“Don’t Call it a Comeback!”

Hey blog-o-sphere – it has been awhile….

I am sorry for the absence. I have been gathering life experience that has forever changed my path, opinions, personal missions/mantras, and my daily manner of thinking.

Here are 7 things I learned since I last wrote:

  1. Hope – at its core, is the most precious thing one person can give to another
  2. Humor is a sign of resilience
  3. No matter the issue, there is never just one point of view
  4. Life is not fair – not even a little bit.
  5. We are stronger than we are capable of understanding
  6. My story is important and so is yours
  7. The WHY must be your biggest motivation in life

As I sit at #NCTE17 in St. Louis, Missouri, I can’t help but feel energized and happy to be writing professionally again, despite taking a step back from doing so. Because I am a transparent person, this hiatus occurred because my 6 year old daughter was diagnosed with cancer in March of 2016, and despite strength, beauty, and innocence, she passed in March of 2017. I share this not because it is sad… which it is, but I do so because I have struggled to find the time to contribute to this blog because of it.

Like many of my students, I have had to prioritize my emotions, time, and willingness to be public.

I type this now to my professional followers because I believe more than ever, that our students lives and individual experiences matter most and must be the muse for the interactions we get to have each day. We each bring our delicious burdens with us and often times, these burdens are the things that hinder us and prohibit us from contributing to our fullest.

So where I am going with this entry… well, a reoccurring question in my life and thoughts lately has been: why? Many of the whys I have been asking are a bit more spiritual, personal, and existential, the question has led me to a moment of pause, and I find myself asking why with more frequency in my life.

I recently read Simon Sinek’s book Start with the Why and it helped to bring me to an awakening in multiple facets of my life AND THAT is what this entry is about…

Simon calls it the Golden Circle (Why, How, and What):

golden-circle.png

So, when trying to sell, or in my case teach, something to someone, we must ensure our WHY is the core of the sales pitch, not our WHAT. This simple idea has helped me to try to be critical of all that I do in my classroom. I don’t want to waste a moment of my and my students’ time. Now, this idealistic approach is tough to achieve — but the Golden Circle model has helped me see a light at the end of that tunnel.

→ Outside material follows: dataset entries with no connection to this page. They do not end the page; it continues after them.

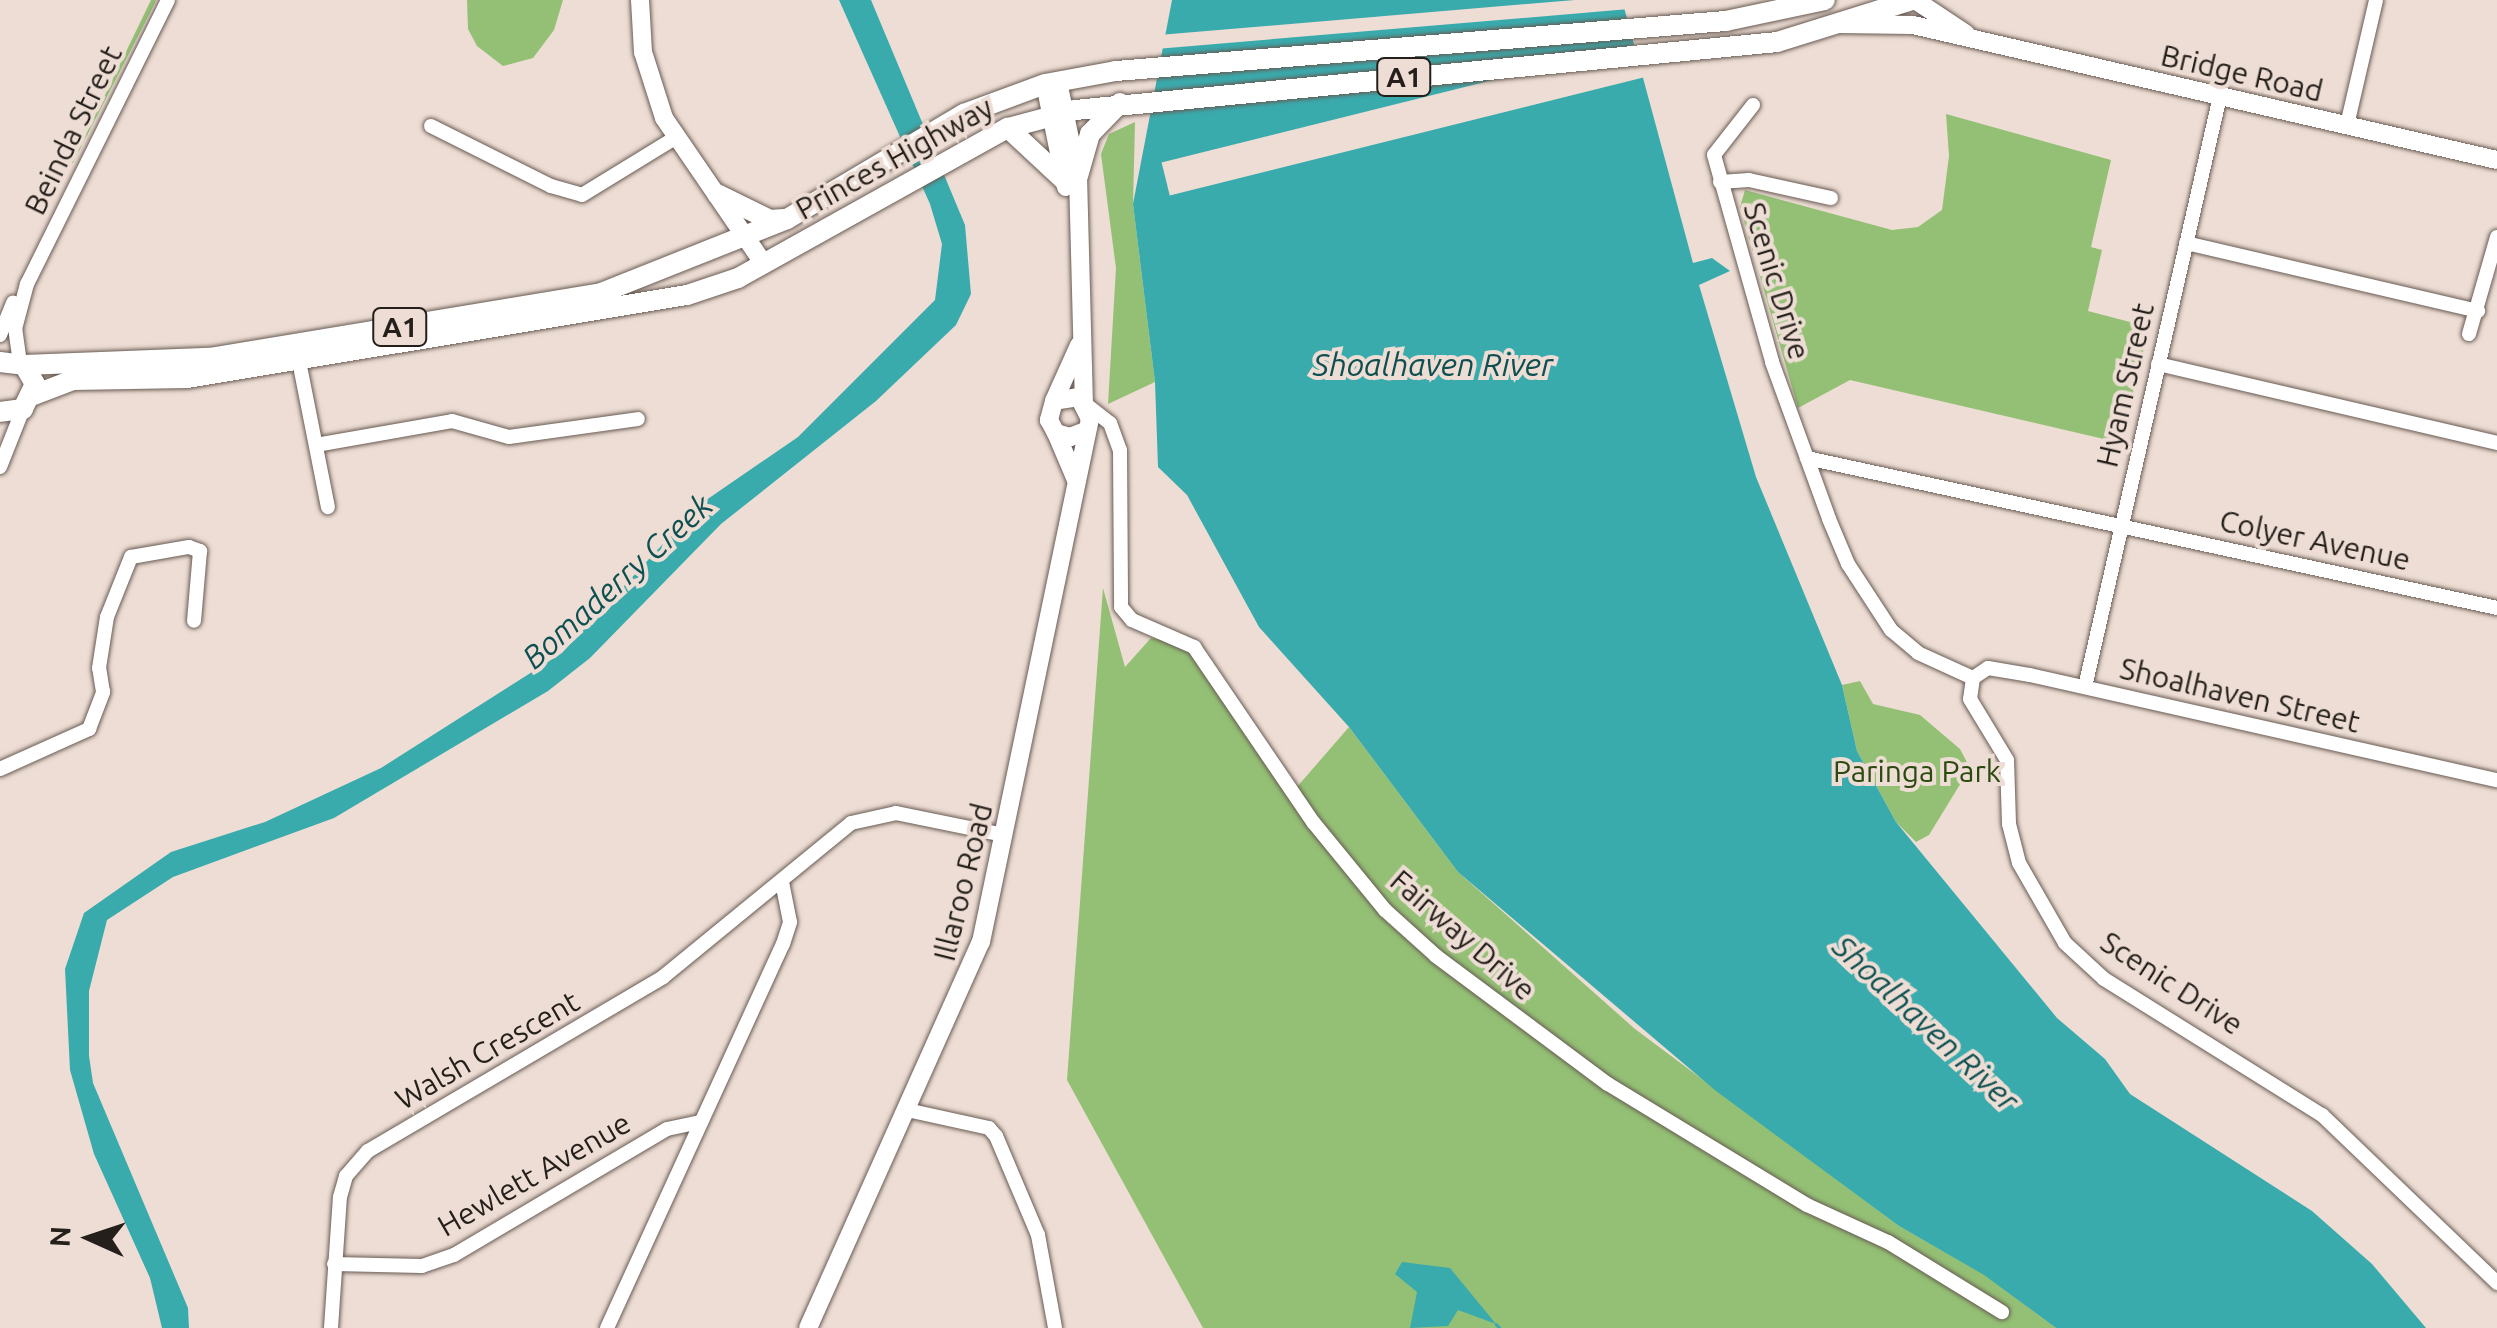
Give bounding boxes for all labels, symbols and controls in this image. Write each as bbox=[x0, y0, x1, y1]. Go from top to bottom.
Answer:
street label: Bridge Road bbox=[2158, 37, 2326, 109]
street label: Beinda Street bbox=[17, 40, 129, 220]
road number: A1 bbox=[1374, 54, 1434, 100]
street label: Princes Highway bbox=[789, 89, 999, 227]
street label: Scenic Drive bbox=[1736, 198, 1818, 364]
street label: Hyam Street bbox=[2089, 299, 2161, 471]
road number: A1 bbox=[370, 304, 430, 350]
water label: Shoalhaven River bbox=[1313, 345, 1553, 383]
water label: Bomaderry Creek bbox=[514, 485, 720, 677]
street label: Colyer Avenue bbox=[2216, 502, 2414, 578]
street label: Shoalhaven Street bbox=[2117, 650, 2363, 740]
park label: Paringa Park bbox=[1833, 753, 2001, 789]
street label: Illaroo Road bbox=[926, 799, 1000, 965]
street label: Fairway Drive bbox=[1383, 862, 1543, 1008]
street label: Scenic Drive bbox=[2094, 924, 2250, 1042]
water label: Shoalhaven River bbox=[1825, 927, 2027, 1119]
street label: Walsh Crescent bbox=[389, 983, 585, 1117]
street label: Hewlett Avenue bbox=[431, 1104, 637, 1244]
north arrow bbox=[40, 1188, 140, 1288]
text: N bbox=[44, 1225, 76, 1248]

Since I am a teacher, I focus on a lot of “whats” – for example – close reading/ literary analysis, personal narrative, formative assessments, independent reading, writers workshop, etc. What I have come to realize is that the “whats” that have been the most successful in my classroom are the ones that use the “whys” to get my students to buy in.

To prove this point, let me use the Trumbull High School Poetry Slam as an example. Just so you have a little background, the Annual Poetry Slam is part of the Poetry Elective Curriculum. We call it a Cross Course Interdisciplinary Unit. The students in all the sections of the Poetry Elective work together to create the Slam from the ground to the sky. On the day we tell students they will be empowered and they will steer the direction of the Slam, we have to pitch them the idea. So let us consider two different sales pitches and see which one would get more buy in.

Sales pitch #1 –

“Ok gang – today I am going to challenge you to be in charge of the Annual Poetry Slam. To do so, you will be put into groups of like minded individuals that play to your strengths.”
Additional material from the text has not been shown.